**EXERCISE INPUTS:**
================================

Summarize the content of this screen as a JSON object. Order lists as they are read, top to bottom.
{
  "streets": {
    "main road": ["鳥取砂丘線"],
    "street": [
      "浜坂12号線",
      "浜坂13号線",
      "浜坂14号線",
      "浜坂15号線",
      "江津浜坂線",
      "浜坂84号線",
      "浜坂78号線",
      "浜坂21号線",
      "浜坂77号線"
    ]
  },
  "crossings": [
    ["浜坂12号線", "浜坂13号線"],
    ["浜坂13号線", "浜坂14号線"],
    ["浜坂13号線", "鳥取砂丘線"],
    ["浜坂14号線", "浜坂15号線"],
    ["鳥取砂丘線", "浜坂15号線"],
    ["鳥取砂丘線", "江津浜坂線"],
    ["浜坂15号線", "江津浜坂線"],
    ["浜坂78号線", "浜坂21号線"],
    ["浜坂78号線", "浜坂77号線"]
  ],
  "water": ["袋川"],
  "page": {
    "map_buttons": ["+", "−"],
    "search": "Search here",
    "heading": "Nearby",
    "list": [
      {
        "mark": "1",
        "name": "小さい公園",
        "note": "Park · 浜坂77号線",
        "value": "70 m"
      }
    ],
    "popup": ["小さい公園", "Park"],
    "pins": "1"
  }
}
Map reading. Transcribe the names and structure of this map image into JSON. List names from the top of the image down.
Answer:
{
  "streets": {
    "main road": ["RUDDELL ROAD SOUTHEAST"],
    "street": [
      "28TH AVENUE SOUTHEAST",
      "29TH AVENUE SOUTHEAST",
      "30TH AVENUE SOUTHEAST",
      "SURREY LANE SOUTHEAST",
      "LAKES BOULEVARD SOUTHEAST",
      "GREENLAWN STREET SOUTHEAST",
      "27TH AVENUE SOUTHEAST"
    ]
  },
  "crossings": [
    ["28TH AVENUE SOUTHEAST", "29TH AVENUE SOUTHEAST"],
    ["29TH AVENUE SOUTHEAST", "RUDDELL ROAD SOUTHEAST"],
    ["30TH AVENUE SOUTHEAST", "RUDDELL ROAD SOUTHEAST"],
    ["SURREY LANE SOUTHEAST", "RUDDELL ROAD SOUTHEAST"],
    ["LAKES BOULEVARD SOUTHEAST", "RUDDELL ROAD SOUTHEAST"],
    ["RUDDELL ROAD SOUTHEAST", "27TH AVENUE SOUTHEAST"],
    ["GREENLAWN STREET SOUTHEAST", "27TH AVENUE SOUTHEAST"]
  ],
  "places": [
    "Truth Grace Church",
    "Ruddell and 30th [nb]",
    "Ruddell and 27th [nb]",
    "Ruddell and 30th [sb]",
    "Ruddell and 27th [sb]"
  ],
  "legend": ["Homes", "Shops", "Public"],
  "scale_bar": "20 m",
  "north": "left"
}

================================

**WORK TASK:** Search the listing for the string "鳥取砂丘線". Copy each line where it is found.

**RESULT OF THE TASK:**
    "main road": ["鳥取砂丘線"],
    ["浜坂13号線", "鳥取砂丘線"],
    ["鳥取砂丘線", "浜坂15号線"],
    ["鳥取砂丘線", "江津浜坂線"],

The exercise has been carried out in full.